The redemption stories in this team are great, but the story of Olympique Lyonnais is always the young players that come through their academy. It is so ingrained into the culture of the club that it is in their nickname, with Les Gones literally translating to “the kids”. This trend has continued, with Houssem Aouar and Maxence Caqueret shining on the biggest stage for OL. Avid readers of this blog already know about Max, who announced himself to the world in Lyon’s match against Juventus. He was at his best again against City, with his energy and fearlessness helping him defensively, while his passing ability helped Lyon relieve pressure on their defense. Aouar is a much sought-after asset, with City being among the several clubs wanting to secure his signature. He demonstrated exactly why against the Citizens, being arguably the best player on the pitch in the biggest match he has played for his boyhood club. His remarkable confidence and ability on the ball, fearlessness in the tackle, and incredible fighting desire translated into a fantastic performance. He also demonstrated his incredible passing range, playing the inch-perfect ball to set up Dembélé’s first goal. His dribbling ability led to him winning several crucial fouls that helped relieve pressure on the defense. While he is not the most physical player, his intelligence and positional awareness allowed him to recover the ball several times. He was brilliant, demonstrating that his mind was not at all turned by any transfer speculation. If this was one of his final matches for OL, it will be one remembered for years to come. If he were to leave this transfer window, he leaves as a hero, regardless of whether Lyon go on to win the competition.

Which brings us to our final point, what happens now? Surely this is the end of their Cinderella story, right? Bayern Munich will destroy them in the semifinal, right? Well, maybe.
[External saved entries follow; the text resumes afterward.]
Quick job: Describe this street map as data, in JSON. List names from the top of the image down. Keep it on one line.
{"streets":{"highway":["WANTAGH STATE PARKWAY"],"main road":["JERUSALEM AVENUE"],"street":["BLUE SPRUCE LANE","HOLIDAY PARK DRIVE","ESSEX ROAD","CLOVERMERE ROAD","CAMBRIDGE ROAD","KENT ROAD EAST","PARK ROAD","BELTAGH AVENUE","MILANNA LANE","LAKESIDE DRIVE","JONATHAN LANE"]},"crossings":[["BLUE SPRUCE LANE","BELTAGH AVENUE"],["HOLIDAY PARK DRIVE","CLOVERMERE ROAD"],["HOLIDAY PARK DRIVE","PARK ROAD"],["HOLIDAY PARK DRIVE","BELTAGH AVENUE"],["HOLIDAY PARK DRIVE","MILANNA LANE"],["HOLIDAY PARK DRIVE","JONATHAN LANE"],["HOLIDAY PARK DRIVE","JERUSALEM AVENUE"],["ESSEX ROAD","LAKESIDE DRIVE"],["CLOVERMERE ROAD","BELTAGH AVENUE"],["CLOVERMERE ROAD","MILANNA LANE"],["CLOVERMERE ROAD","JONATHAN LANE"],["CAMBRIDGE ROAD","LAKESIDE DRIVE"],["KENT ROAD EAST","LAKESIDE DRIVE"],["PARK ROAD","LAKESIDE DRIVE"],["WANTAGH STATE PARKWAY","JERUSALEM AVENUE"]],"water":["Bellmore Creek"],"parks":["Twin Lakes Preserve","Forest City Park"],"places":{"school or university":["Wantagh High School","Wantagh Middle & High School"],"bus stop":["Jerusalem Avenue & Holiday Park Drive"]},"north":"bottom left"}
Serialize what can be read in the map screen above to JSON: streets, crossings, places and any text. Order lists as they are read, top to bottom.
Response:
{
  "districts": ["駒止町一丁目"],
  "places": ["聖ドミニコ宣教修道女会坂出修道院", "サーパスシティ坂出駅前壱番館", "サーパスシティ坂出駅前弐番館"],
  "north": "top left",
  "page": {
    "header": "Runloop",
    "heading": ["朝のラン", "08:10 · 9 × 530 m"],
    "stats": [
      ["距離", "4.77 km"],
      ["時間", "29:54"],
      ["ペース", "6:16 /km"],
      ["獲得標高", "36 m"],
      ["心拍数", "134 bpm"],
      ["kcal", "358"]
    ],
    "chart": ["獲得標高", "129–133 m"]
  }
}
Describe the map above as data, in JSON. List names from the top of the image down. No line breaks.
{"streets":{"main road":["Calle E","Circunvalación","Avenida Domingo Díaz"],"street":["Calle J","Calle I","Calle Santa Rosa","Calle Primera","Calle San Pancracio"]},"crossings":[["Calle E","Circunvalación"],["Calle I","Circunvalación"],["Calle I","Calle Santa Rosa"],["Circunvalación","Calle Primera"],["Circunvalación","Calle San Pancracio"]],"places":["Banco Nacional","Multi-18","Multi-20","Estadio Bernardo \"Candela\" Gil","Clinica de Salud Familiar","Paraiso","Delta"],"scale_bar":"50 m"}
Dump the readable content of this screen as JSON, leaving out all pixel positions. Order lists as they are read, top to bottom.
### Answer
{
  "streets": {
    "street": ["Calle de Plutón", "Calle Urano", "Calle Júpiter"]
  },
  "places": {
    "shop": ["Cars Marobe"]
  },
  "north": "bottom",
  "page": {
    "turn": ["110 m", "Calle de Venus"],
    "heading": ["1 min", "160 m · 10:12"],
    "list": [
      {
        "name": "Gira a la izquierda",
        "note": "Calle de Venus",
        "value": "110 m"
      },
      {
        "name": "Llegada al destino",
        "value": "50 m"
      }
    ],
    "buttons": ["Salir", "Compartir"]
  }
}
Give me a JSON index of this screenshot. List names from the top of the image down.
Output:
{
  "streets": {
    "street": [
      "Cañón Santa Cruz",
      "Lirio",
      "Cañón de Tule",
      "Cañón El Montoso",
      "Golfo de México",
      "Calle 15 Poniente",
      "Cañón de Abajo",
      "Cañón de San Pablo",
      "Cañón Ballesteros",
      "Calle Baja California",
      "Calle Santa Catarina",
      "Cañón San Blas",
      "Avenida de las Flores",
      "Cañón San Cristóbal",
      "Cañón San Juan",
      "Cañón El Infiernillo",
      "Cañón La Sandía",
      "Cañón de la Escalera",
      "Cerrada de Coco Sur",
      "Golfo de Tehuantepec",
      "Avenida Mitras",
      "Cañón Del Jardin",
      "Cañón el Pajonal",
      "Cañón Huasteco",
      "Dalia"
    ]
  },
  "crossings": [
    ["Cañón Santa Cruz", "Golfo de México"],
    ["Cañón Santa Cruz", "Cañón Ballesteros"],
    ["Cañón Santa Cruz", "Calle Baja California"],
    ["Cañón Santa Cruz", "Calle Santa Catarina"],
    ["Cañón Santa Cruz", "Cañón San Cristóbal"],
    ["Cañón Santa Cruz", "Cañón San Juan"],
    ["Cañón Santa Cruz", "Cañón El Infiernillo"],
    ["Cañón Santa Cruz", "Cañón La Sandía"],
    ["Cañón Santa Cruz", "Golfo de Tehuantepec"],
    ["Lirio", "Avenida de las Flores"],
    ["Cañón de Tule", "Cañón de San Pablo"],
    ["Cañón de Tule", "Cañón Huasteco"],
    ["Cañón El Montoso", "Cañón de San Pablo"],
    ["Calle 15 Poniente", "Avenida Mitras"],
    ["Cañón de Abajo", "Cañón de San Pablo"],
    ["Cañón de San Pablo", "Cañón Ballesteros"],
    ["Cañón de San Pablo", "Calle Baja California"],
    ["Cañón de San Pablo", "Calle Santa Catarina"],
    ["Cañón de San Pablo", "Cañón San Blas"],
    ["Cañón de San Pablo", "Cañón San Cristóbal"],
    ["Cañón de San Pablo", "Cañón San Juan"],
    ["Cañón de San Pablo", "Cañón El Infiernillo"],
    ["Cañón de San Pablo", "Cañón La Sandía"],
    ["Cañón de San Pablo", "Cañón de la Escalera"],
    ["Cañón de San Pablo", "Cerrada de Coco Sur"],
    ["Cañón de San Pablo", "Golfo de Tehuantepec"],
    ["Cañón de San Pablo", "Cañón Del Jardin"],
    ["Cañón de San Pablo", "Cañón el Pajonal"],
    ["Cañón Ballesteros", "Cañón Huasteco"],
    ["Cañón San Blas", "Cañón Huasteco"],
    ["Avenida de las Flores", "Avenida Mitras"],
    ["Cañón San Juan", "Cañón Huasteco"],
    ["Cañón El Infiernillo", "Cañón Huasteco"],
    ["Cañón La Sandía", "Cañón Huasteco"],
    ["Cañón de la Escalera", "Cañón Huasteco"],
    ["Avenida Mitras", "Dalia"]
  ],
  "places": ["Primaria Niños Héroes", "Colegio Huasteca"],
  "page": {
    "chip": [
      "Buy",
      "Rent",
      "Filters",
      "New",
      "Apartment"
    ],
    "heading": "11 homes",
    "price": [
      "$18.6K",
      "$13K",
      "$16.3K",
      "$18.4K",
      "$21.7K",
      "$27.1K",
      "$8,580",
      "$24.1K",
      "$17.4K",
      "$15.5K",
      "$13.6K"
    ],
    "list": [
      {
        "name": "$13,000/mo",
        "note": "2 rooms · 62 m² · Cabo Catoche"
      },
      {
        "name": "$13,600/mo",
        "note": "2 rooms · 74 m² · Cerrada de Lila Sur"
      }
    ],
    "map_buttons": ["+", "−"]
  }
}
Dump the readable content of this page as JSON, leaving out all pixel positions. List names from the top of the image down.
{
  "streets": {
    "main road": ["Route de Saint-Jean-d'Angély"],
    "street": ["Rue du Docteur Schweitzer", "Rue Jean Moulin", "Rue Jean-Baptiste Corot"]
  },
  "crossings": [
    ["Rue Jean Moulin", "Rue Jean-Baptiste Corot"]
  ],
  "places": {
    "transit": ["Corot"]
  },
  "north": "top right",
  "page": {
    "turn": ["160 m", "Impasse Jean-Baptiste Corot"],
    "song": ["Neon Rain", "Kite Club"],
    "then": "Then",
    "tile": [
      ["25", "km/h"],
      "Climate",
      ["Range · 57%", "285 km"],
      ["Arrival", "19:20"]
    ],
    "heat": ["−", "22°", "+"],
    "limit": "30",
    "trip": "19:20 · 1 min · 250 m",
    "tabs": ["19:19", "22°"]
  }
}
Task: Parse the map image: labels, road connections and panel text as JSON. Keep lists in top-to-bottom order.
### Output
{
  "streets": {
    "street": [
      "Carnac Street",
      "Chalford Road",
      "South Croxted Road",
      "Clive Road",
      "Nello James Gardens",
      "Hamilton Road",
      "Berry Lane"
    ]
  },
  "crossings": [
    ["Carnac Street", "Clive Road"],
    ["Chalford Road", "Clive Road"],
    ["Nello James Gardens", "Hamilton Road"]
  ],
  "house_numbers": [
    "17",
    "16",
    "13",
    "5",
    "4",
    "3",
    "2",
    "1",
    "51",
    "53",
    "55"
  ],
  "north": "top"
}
Bayern are obviously the favorites in the semifinal, and their 8-2 demolition of Barcelona has cemented them as arguably the best attacking team remaining in the competition, but they are not infallible. Yes, their attack will cause Lyon’s defense issues, but their high defensive line can be exploited. Lyon’s more direct, counter-attacking style will likely do a better job of getting at that defense and exposing the high line than Barcelona did and, likely, better than City could. If Lyon are able to execute their game plan at the level they did against City, and if they are able to get the same level of excellent individual performances that they had against City, there is a chance they could cause Bayern quite a few issues. They also fit into the classic “nothing left to lose” stereotype. OL are quite literally playing with house money at this point, they have nothing to fear and nothing left to lose. There is no weight of expectation upon them, and those teams are often the most dangerous. I am not saying Lyon will win, I do still think Bayern will win the match, but there is a chance. I would not immediately dismiss OL’s chances.

After writing this article, I am still in disbelief that this match actually happened. This was a historic result for an institutional club in French football, a result in a tournament that has been an overall success for French football as a whole, and OL deserve the credit and celebration for this result. They have been one of the biggest feel-good stories in football this year, and if they were to go on and win the Champions League, it would be one of the biggest, if not the biggest, story in the history of the competition. They are going into the semifinal as massive underdogs, but…

…the one thing that we know about football is that you never truly know what is going to happen.